### [Supplied data]
☆ ☆ ☆ ☆

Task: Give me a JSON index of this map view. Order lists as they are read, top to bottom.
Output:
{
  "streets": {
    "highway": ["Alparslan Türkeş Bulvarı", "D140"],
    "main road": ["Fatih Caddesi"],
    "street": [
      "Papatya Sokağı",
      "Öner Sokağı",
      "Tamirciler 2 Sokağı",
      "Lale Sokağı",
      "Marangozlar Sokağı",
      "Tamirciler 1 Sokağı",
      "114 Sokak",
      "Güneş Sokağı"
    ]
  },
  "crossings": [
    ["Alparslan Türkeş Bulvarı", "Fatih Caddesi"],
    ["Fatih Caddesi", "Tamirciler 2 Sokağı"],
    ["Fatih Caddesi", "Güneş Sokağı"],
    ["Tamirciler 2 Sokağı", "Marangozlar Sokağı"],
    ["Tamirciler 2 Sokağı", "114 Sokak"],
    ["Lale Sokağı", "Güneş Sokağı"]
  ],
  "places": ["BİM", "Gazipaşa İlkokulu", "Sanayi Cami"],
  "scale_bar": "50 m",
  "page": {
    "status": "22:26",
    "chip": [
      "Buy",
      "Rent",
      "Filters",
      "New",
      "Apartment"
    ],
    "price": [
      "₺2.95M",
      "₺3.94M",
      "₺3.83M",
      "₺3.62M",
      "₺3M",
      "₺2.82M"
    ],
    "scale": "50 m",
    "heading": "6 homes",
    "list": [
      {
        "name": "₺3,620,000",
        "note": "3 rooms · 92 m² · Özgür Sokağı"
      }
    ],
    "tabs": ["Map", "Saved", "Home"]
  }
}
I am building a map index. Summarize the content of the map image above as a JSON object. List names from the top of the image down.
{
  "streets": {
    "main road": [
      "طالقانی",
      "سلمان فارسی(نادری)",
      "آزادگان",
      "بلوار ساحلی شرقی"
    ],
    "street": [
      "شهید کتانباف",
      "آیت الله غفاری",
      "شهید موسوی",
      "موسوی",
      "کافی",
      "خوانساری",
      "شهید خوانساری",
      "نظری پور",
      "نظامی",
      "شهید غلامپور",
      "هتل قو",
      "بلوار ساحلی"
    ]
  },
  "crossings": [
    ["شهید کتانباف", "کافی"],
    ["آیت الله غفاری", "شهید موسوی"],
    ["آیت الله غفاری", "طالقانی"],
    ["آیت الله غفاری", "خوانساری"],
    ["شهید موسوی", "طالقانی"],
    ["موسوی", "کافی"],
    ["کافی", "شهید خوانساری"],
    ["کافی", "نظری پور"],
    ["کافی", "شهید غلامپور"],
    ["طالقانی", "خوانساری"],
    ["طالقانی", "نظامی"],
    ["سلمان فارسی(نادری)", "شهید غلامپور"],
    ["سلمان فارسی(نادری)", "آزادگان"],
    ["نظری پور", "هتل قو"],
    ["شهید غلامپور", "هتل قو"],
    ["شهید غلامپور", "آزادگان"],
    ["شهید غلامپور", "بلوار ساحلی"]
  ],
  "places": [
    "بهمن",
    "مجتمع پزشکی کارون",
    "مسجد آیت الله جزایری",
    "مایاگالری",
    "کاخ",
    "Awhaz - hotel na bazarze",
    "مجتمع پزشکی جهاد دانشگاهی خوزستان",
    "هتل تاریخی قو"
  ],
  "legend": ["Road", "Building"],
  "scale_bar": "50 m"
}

☆ ☆ ☆ ☆

### [Task prompt]
Print the material above once more, exactly.

### [Expected output]
Task: Give me a JSON index of this map view. Order lists as they are read, top to bottom.
Output:
{
  "streets": {
    "highway": ["Alparslan Türkeş Bulvarı", "D140"],
    "main road": ["Fatih Caddesi"],
    "street": [
      "Papatya Sokağı",
      "Öner Sokağı",
      "Tamirciler 2 Sokağı",
      "Lale Sokağı",
      "Marangozlar Sokağı",
      "Tamirciler 1 Sokağı",
      "114 Sokak",
      "Güneş Sokağı"
    ]
  },
  "crossings": [
    ["Alparslan Türkeş Bulvarı", "Fatih Caddesi"],
    ["Fatih Caddesi", "Tamirciler 2 Sokağı"],
    ["Fatih Caddesi", "Güneş Sokağı"],
    ["Tamirciler 2 Sokağı", "Marangozlar Sokağı"],
    ["Tamirciler 2 Sokağı", "114 Sokak"],
    ["Lale Sokağı", "Güneş Sokağı"]
  ],
  "places": ["BİM", "Gazipaşa İlkokulu", "Sanayi Cami"],
  "scale_bar": "50 m",
  "page": {
    "status": "22:26",
    "chip": [
      "Buy",
      "Rent",
      "Filters",
      "New",
      "Apartment"
    ],
    "price": [
      "₺2.95M",
      "₺3.94M",
      "₺3.83M",
      "₺3.62M",
      "₺3M",
      "₺2.82M"
    ],
    "scale": "50 m",
    "heading": "6 homes",
    "list": [
      {
        "name": "₺3,620,000",
        "note": "3 rooms · 92 m² · Özgür Sokağı"
      }
    ],
    "tabs": ["Map", "Saved", "Home"]
  }
}
I am building a map index. Summarize the content of the map image above as a JSON object. List names from the top of the image down.
{
  "streets": {
    "main road": [
      "طالقانی",
      "سلمان فارسی(نادری)",
      "آزادگان",
      "بلوار ساحلی شرقی"
    ],
    "street": [
      "شهید کتانباف",
      "آیت الله غفاری",
      "شهید موسوی",
      "موسوی",
      "کافی",
      "خوانساری",
      "شهید خوانساری",
      "نظری پور",
      "نظامی",
      "شهید غلامپور",
      "هتل قو",
      "بلوار ساحلی"
    ]
  },
  "crossings": [
    ["شهید کتانباف", "کافی"],
    ["آیت الله غفاری", "شهید موسوی"],
    ["آیت الله غفاری", "طالقانی"],
    ["آیت الله غفاری", "خوانساری"],
    ["شهید موسوی", "طالقانی"],
    ["موسوی", "کافی"],
    ["کافی", "شهید خوانساری"],
    ["کافی", "نظری پور"],
    ["کافی", "شهید غلامپور"],
    ["طالقانی", "خوانساری"],
    ["طالقانی", "نظامی"],
    ["سلمان فارسی(نادری)", "شهید غلامپور"],
    ["سلمان فارسی(نادری)", "آزادگان"],
    ["نظری پور", "هتل قو"],
    ["شهید غلامپور", "هتل قو"],
    ["شهید غلامپور", "آزادگان"],
    ["شهید غلامپور", "بلوار ساحلی"]
  ],
  "places": [
    "بهمن",
    "مجتمع پزشکی کارون",
    "مسجد آیت الله جزایری",
    "مایاگالری",
    "کاخ",
    "Awhaz - hotel na bazarze",
    "مجتمع پزشکی جهاد دانشگاهی خوزستان",
    "هتل تاریخی قو"
  ],
  "legend": ["Road", "Building"],
  "scale_bar": "50 m"
}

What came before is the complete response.